Comment 1 Tetsuharu Ohzeki [UTC+9] 2020-06-16 09:46:37 PDT
Created attachment 402015 [details]
Patch
Comment 2 Alexey Proskuryakov 2020-06-17 18:14:10 PDT
Comment on attachment 402015 [details]
Patch

View in context: https://bugs.webkit.org/attachment.cgi?id=402015&action=review

> Source/WebCore/ChangeLog:9
> +        I'm planning to add a variant of `TextEncoding::encode()` which does not
> +        normalize to fix bug 213253.

I don't think that this is necessary. Once we perform normalization on ingress (macOS file names, keyboard input etc.), TextEncoding::encode() won't need to normalize ever. There isn't a need for a separate code path.
Comment 3 Tetsuharu Ohzeki [UTC+9] 2020-06-17 18:36:41 PDT
Comment on attachment 402015 [details]
Patch

(In reply to Alexey Proskuryakov from comment #2)
> Comment on attachment 402015 [details]
> Patch
> 
> View in context:
> https://bugs.webkit.org/attachment.cgi?id=402015&action=review
> 
> > Source/WebCore/ChangeLog:9
> > +        I'm planning to add a variant of `TextEncoding::encode()` which does not
> > +        normalize to fix bug 213253.
> 
> I don't think that this is necessary. Once we perform normalization on
> ingress (macOS file names, keyboard input etc.), TextEncoding::encode()
> won't need to normalize ever. There isn't a need for a separate code path.

The exist `TextEncoding::encode()` do normalization in it and it is widely used in evenrywhere in WebKit.
https://trac.webkit.org/browser/webkit/trunk/Source/WebCore/platform/text/TextEncoding.cpp#L77

To fix bug 213253, we need construcing `Blob` object on JavaScript without unicode normalization. I also had a plan to add the function which does not do unicode nomalization as `TextEncoding::encodeWithoutNormalization()` but I thought it's better to rename the exist implementation and I create this separated patch.
Comment 4 Alexey Proskuryakov 2020-06-18 09:25:42 PDT
Comment on attachment 402015 [details]
Patch

Blobs are not an exception here, they can't have normalization disabled before we disable it in TextEncoding::encode() entirely.
Comment 5 Huáng Jùnliàng 2020-06-19 15:26:01 PDT
I want to add some real world cases here.

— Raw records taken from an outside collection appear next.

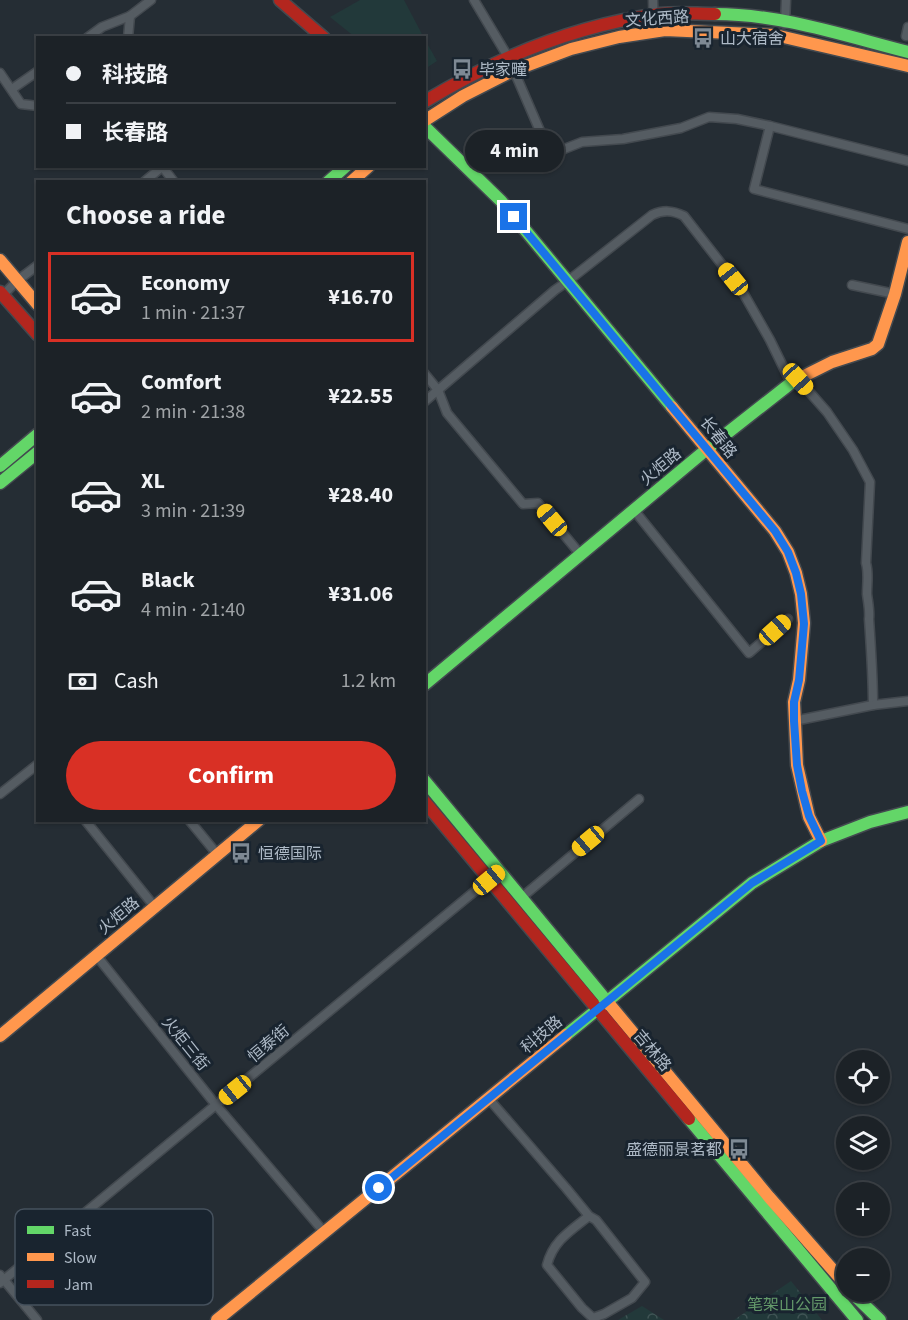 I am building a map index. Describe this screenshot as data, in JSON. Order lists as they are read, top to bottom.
{
  "streets": {
    "main road": [
      "文化西路",
      "长春路",
      "火炬路",
      "科技路",
      "吉林路"
    ],
    "street": ["火炬三街", "恒泰街"]
  },
  "crossings": [
    ["长春路", "火炬路"],
    ["长春路", "科技路"],
    ["火炬路", "火炬三街"],
    ["科技路", "火炬三街"],
    ["科技路", "吉林路"],
    ["火炬三街", "恒泰街"],
    ["恒泰街", "吉林路"]
  ],
  "parks": ["笔架山公园"],
  "places": {
    "bus stop": [
      "山大宿舍",
      "毕家疃",
      "恒德国际",
      "盛德丽景茗都"
    ]
  },
  "legend": ["Fast", "Slow", "Jam"],
  "page": {
    "banner": ["科技路", "长春路"],
    "bubble": "4 min",
    "heading": "Choose a ride",
    "list": [
      {
        "name": "Economy",
        "note": "1 min · 21:37",
        "value": "¥16.70"
      },
      {
        "name": "Comfort",
        "note": "2 min · 21:38",
        "value": "¥22.55"
      },
      {
        "name": "XL",
        "note": "3 min · 21:39",
        "value": "¥28.40"
      },
      {
        "name": "Black",
        "note": "4 min · 21:40",
        "value": "¥31.06"
      }
    ],
    "pay": ["Cash", "1.2 km"],
    "buttons": "Confirm",
    "map_buttons": ["+", "−"]
  }
} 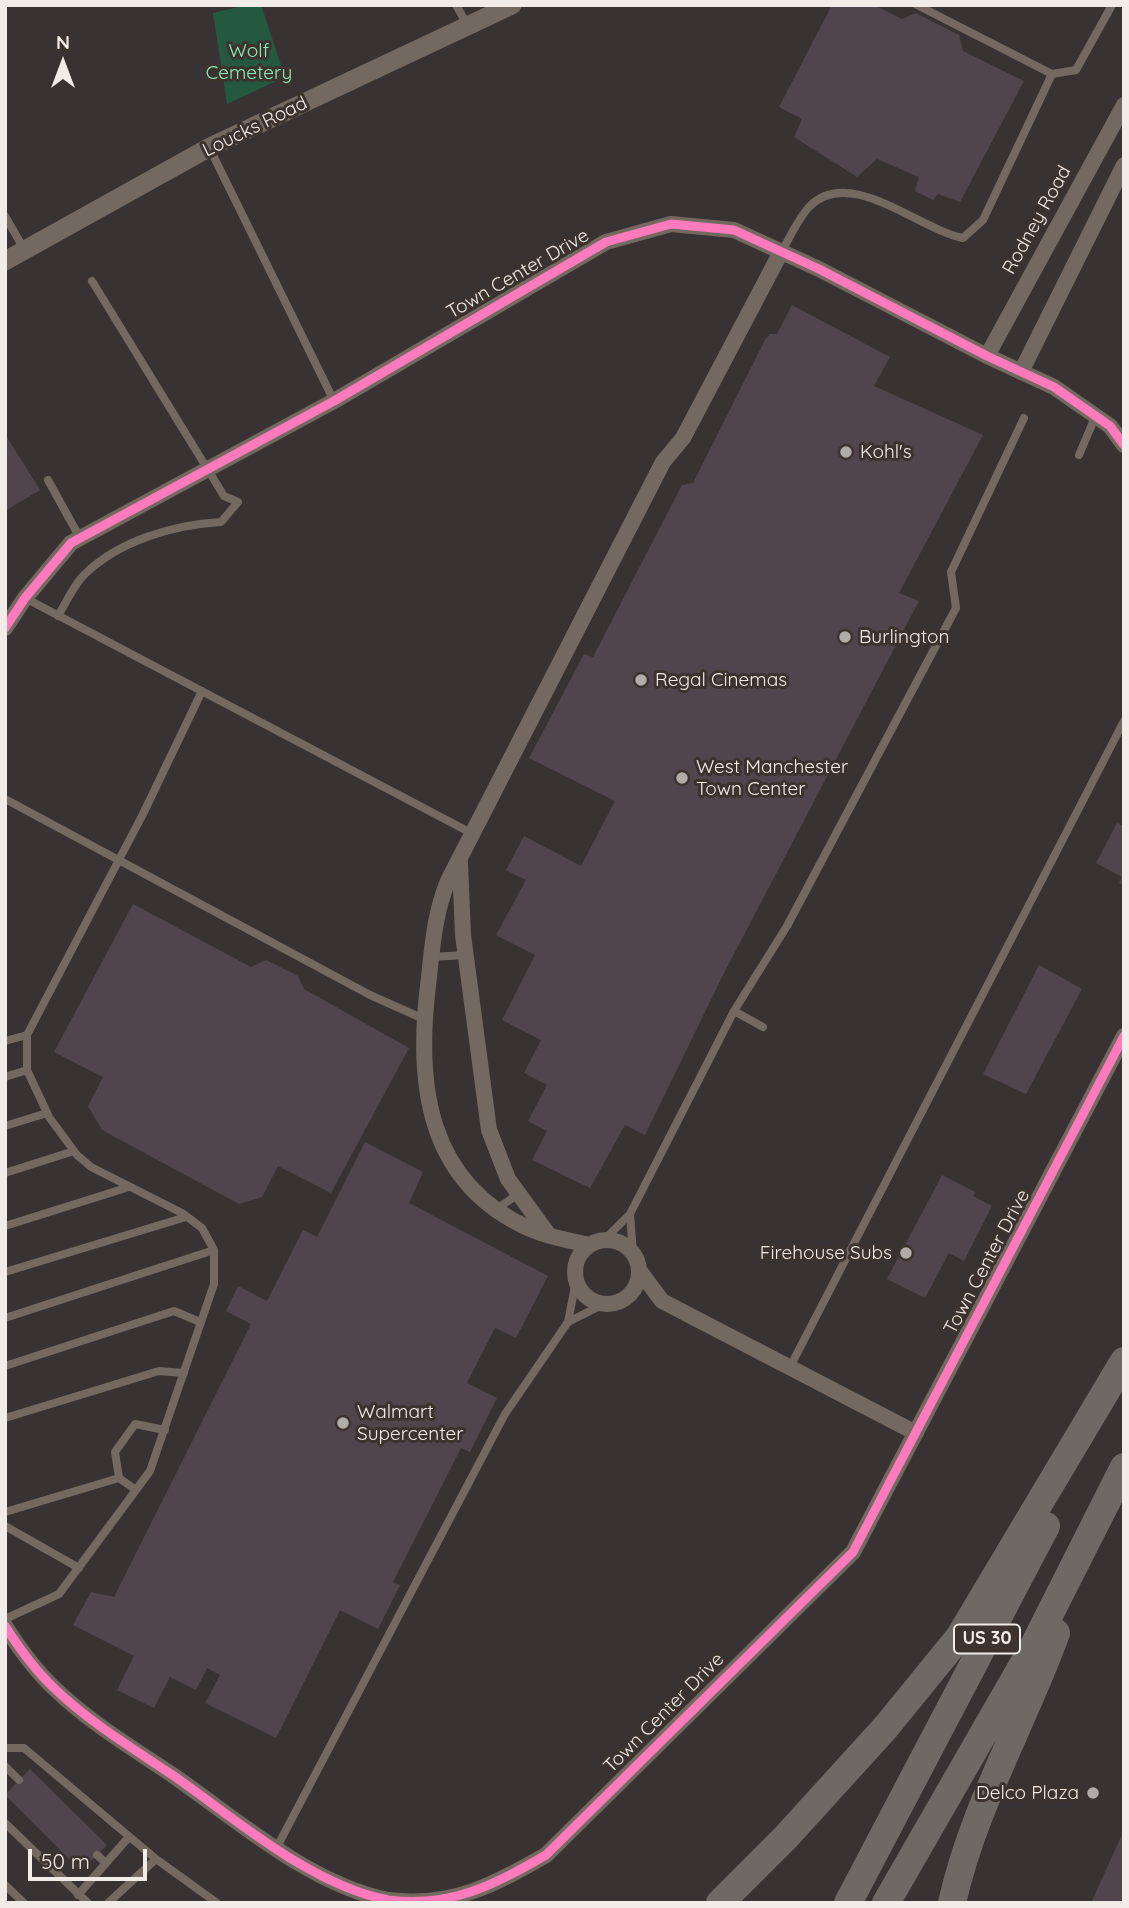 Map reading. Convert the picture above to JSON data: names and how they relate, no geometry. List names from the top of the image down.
{
  "streets": {
    "highway": ["US 30"],
    "street": ["Loucks Road", "Rodney Road", "Town Center Drive"]
  },
  "crossings": [
    ["Rodney Road", "Town Center Drive"]
  ],
  "parks": ["Wolf Cemetery"],
  "places": [
    "Kohl's",
    "Burlington",
    "Regal Cinemas",
    "West Manchester Town Center",
    "Firehouse Subs",
    "Walmart Supercenter",
    "Delco Plaza"
  ],
  "scale_bar": "50 m",
  "north": "top"
} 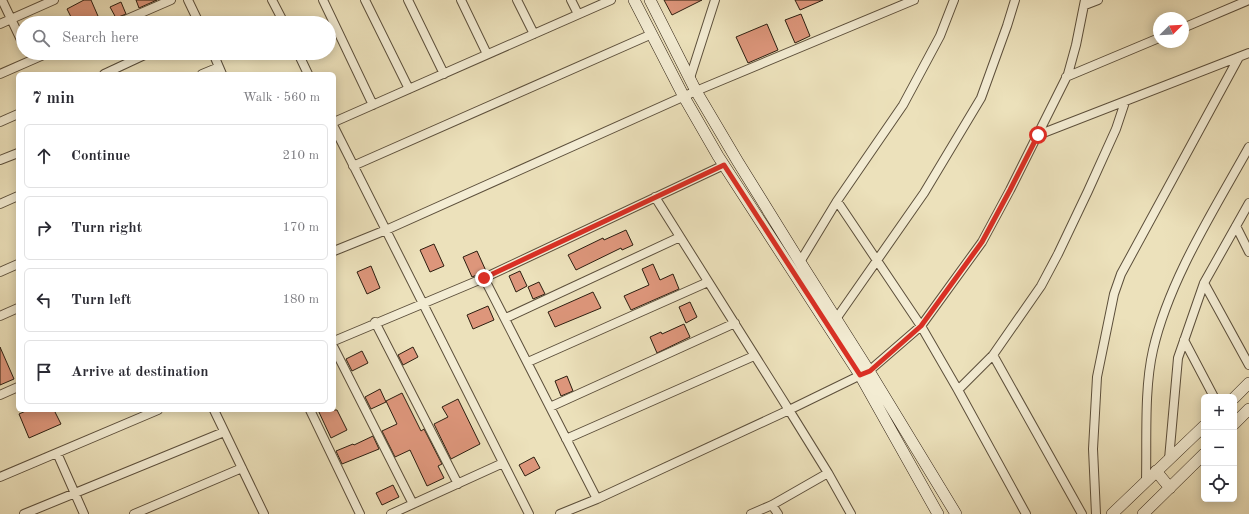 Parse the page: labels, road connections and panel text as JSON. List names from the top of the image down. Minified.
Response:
{"north":"top right","page":{"search":"Search here","heading":["7 min","Walk · 560 m"],"list":[["Continue","210 m"],["Turn right","170 m"],["Turn left","180 m"],"Arrive at destination"],"map_buttons":["+","−"]}}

Babel REPL wraps babel sources into a blob and send it to the WebWorker. This issue causes semantic changes to the sources and error is thrown. https://github.com/babel/website/issues/2254

The blob wrapping is done in a WebPack plugin called worker-loader 

https://github.com/webpack-contrib/worker-loader/blob/3500f14083b5ca2bb953b2919ec1ffc7bc373b2b/src/workers/InlineWorker.js#L28

so besides Babel REPL, users of worker-loader is also affected by this issue.